Hurricane Ivan would not die. After traveling across the Atlantic Ocean, it stewed for more than a week in the Caribbean, fluctuating between a Category 3 and 5 storm while battering Jamaica, Cuba, and other vulnerable islands. And as it approached the US Gulf Coast, it stirred up a massive mud slide on the sea floor.

The mudslide created leaks in 25 undersea oil wells, snarled the pipelines leading from the wells to a nearby oil platform, and brought the platform down on top of all of it. And a bunch of the mess—owned by Taylor Energy—is still down there, covered by tons of silty sediment. Also, twelve years later, the mess is still leaking.

The Taylor Energy site will continue to leak for the next century, according to the Department of the Interior’s Bureau of Safety and Environmental Enforcement. Since the storm, its oil slick stretches over eight square miles on an average day. Meanwhile, Taylor Energy gone bankrupt with only 9 wells plugged, and is suing the federal government for $432 million in trust for leak response, saying there’s nothing left to do.
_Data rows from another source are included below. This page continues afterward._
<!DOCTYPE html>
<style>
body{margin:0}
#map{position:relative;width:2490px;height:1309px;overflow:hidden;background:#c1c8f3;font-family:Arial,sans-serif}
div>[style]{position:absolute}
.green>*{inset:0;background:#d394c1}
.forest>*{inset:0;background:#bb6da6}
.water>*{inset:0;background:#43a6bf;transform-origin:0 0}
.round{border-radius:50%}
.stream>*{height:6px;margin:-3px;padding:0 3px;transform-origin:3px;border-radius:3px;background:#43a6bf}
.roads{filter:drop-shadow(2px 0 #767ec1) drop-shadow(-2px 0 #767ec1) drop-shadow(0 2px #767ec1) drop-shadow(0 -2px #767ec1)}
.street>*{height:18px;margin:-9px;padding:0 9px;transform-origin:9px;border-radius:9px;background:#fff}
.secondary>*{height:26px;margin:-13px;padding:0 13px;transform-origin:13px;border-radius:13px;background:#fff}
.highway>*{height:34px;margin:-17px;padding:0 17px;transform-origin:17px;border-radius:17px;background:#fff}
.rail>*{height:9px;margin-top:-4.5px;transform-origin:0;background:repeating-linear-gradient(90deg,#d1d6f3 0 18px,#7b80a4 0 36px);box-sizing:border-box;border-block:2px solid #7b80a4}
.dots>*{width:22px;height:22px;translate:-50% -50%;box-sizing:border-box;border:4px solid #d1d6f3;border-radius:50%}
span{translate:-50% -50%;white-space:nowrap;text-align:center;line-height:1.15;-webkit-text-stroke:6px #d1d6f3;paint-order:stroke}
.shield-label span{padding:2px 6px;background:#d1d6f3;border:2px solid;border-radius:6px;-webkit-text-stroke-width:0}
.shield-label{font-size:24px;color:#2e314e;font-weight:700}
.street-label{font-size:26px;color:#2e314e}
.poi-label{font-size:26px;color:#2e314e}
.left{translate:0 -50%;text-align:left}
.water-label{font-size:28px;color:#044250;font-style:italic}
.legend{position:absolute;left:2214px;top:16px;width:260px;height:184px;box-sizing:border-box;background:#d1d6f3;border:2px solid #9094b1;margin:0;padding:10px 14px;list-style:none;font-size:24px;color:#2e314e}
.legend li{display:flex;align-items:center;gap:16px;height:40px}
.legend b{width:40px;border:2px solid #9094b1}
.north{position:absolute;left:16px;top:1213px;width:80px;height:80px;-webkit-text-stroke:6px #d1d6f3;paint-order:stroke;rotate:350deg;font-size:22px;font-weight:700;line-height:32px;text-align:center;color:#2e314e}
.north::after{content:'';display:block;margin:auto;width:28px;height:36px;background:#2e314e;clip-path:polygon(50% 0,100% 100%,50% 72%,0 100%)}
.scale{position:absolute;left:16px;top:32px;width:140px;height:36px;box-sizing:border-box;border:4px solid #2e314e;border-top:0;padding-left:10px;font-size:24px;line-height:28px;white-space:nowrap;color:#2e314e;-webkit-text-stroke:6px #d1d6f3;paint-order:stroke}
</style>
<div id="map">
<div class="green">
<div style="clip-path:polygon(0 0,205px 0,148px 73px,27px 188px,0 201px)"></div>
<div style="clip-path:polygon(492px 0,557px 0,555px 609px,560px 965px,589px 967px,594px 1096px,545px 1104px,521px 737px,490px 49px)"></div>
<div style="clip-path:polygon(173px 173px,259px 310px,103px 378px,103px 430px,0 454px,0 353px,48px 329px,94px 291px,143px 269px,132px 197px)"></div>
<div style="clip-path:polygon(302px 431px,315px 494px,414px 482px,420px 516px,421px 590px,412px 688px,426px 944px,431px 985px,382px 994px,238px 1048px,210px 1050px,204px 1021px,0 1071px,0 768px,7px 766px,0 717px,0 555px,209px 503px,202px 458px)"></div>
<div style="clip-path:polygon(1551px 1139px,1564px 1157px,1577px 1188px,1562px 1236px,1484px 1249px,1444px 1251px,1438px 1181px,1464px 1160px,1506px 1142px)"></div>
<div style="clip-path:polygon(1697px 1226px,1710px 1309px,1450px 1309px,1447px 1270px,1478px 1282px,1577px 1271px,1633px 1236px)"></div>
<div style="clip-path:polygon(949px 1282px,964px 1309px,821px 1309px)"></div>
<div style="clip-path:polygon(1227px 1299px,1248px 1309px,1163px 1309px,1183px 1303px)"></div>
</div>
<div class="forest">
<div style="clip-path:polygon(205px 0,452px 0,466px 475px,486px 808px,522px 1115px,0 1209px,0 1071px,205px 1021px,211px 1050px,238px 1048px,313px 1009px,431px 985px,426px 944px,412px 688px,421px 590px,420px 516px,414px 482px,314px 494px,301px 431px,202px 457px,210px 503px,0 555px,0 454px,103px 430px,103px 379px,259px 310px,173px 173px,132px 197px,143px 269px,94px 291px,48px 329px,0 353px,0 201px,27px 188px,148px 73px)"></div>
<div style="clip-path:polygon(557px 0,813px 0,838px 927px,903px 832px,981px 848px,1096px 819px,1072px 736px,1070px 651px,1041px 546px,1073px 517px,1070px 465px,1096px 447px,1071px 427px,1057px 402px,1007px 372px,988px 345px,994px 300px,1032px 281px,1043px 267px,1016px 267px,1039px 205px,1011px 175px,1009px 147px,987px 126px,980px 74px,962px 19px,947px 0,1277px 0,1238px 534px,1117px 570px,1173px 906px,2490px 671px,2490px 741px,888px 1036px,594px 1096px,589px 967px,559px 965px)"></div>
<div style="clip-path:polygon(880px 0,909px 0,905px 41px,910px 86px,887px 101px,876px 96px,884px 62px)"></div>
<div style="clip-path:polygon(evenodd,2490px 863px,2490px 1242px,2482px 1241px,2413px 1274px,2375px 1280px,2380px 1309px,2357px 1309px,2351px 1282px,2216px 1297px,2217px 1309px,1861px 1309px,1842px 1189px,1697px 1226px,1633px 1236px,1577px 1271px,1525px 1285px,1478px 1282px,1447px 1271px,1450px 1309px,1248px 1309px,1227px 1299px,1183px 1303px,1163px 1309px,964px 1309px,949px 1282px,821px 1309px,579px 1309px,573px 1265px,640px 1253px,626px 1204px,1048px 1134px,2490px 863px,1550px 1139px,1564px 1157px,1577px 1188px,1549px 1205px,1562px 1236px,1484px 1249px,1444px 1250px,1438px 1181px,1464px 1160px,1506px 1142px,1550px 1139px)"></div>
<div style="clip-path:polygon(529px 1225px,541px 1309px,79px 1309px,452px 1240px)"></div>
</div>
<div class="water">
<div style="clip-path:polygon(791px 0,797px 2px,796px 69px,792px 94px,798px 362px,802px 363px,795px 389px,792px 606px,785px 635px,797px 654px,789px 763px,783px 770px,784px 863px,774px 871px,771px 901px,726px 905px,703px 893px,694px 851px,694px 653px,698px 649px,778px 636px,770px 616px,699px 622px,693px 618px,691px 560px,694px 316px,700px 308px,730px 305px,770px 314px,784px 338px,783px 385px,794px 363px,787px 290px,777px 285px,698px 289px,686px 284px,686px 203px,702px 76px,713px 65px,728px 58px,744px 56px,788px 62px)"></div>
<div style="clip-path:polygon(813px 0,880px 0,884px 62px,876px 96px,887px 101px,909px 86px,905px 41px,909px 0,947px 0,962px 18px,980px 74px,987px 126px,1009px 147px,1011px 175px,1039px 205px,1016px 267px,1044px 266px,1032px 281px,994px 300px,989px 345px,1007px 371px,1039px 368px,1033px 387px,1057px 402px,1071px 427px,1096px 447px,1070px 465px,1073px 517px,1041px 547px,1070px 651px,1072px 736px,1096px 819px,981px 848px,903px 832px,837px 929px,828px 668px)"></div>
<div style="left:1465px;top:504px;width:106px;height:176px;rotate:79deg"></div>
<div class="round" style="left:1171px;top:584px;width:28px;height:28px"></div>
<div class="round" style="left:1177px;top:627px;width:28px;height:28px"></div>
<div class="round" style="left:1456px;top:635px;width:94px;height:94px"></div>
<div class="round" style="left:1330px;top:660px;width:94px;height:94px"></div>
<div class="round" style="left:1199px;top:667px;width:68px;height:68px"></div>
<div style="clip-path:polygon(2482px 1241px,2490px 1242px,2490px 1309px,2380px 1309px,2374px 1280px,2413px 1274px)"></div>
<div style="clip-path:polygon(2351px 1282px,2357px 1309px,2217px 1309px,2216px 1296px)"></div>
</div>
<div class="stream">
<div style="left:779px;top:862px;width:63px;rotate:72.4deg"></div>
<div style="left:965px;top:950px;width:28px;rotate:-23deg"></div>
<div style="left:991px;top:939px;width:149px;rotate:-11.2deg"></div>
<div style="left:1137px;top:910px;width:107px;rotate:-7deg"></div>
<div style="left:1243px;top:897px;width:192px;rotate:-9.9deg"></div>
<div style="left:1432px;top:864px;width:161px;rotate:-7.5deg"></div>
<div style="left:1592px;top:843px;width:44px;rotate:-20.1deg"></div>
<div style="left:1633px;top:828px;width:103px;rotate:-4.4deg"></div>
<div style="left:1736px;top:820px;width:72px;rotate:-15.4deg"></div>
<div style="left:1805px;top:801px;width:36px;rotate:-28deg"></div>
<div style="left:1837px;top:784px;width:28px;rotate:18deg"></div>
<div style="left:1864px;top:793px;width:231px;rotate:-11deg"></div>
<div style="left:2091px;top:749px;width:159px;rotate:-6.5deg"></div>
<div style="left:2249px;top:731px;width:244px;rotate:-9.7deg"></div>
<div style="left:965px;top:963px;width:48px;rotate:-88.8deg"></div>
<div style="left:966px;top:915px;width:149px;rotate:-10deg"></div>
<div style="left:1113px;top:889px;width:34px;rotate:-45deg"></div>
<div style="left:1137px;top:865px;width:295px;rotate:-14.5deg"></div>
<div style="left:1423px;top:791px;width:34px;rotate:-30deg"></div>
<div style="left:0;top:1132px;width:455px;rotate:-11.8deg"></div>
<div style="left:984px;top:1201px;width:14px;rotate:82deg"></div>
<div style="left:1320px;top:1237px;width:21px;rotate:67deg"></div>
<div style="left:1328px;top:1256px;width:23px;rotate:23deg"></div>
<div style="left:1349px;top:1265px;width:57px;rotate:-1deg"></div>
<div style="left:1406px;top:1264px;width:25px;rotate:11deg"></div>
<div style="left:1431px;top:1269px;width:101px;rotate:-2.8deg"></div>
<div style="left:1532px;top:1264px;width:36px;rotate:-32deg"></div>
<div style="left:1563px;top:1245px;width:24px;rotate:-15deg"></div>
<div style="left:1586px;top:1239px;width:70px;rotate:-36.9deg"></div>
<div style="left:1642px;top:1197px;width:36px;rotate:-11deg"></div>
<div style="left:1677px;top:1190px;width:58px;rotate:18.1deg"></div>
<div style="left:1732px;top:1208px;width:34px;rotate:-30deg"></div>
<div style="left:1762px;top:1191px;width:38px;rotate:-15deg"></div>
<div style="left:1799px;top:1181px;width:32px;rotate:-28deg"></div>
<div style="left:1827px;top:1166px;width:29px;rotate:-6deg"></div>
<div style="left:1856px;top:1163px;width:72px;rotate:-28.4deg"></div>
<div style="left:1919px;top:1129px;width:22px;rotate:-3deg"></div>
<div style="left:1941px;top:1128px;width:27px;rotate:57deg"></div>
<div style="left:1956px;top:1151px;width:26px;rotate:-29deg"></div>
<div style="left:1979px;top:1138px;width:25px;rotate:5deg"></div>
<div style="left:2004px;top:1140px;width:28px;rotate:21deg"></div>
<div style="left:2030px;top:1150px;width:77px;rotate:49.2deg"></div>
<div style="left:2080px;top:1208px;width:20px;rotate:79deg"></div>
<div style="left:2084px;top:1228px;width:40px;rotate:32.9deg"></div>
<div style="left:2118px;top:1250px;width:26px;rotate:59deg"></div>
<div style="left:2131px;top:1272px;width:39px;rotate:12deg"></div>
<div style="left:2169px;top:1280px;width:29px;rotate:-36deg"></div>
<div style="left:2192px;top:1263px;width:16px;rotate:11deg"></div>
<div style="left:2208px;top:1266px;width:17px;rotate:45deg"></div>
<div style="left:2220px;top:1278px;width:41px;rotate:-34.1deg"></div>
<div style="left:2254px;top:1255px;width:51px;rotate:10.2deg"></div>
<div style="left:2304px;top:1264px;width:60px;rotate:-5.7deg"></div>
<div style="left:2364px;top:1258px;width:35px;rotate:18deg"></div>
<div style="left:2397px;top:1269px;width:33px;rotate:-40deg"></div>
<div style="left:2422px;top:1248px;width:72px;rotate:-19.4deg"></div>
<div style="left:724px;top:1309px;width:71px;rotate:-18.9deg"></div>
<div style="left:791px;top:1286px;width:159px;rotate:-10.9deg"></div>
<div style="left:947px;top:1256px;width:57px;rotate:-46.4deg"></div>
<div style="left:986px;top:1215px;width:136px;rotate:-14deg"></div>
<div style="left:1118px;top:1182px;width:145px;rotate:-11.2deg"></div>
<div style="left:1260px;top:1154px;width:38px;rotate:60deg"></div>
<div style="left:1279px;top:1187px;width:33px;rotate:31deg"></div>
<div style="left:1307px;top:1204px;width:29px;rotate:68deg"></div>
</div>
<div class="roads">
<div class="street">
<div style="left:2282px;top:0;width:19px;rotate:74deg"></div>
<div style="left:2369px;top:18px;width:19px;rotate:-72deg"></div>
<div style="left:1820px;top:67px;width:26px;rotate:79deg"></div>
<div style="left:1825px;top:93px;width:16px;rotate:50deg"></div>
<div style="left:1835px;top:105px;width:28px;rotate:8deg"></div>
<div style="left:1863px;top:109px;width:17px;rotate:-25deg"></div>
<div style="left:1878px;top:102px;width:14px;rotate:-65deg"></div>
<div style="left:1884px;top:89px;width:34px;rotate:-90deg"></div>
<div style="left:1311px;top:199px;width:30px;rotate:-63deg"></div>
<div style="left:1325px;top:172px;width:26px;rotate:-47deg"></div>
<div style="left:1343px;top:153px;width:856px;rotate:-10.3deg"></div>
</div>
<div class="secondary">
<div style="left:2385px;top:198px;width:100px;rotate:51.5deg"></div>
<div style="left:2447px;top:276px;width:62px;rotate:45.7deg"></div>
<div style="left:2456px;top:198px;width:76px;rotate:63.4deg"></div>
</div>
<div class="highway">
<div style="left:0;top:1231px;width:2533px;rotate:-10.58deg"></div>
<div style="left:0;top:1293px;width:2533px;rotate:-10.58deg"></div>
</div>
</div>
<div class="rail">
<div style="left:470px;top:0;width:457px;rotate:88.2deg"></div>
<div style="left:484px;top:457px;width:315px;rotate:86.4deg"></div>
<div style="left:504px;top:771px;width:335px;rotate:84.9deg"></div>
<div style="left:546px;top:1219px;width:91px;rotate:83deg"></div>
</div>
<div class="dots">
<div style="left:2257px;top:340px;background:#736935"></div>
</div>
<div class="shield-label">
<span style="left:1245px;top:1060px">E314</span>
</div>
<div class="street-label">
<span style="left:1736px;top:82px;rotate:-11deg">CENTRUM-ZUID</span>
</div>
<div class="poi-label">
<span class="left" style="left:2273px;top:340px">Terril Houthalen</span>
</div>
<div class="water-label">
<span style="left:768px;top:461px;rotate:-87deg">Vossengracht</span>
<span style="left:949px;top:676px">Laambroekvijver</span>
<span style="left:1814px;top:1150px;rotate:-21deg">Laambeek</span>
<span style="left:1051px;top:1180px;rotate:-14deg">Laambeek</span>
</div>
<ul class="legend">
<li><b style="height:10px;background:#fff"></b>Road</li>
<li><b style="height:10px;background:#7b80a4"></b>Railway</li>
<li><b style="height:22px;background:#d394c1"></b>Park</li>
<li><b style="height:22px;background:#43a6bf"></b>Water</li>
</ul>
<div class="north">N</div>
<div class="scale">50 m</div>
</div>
There is a cowboy mythos to American oil exploration. As far as they’re concerned, they don’t need help outside their own bootstraps, so they sure as heck don’t need the National Academy of Sciences or government regulation to tell them how to do their jobs.

And that leads to issues that sound insane to an outsider: “On oil rigs, people always turn off all the alarms because they can’t sleep. And even if they do leave them on, you don’t notice when there’s an accident because the alarms are always going off.”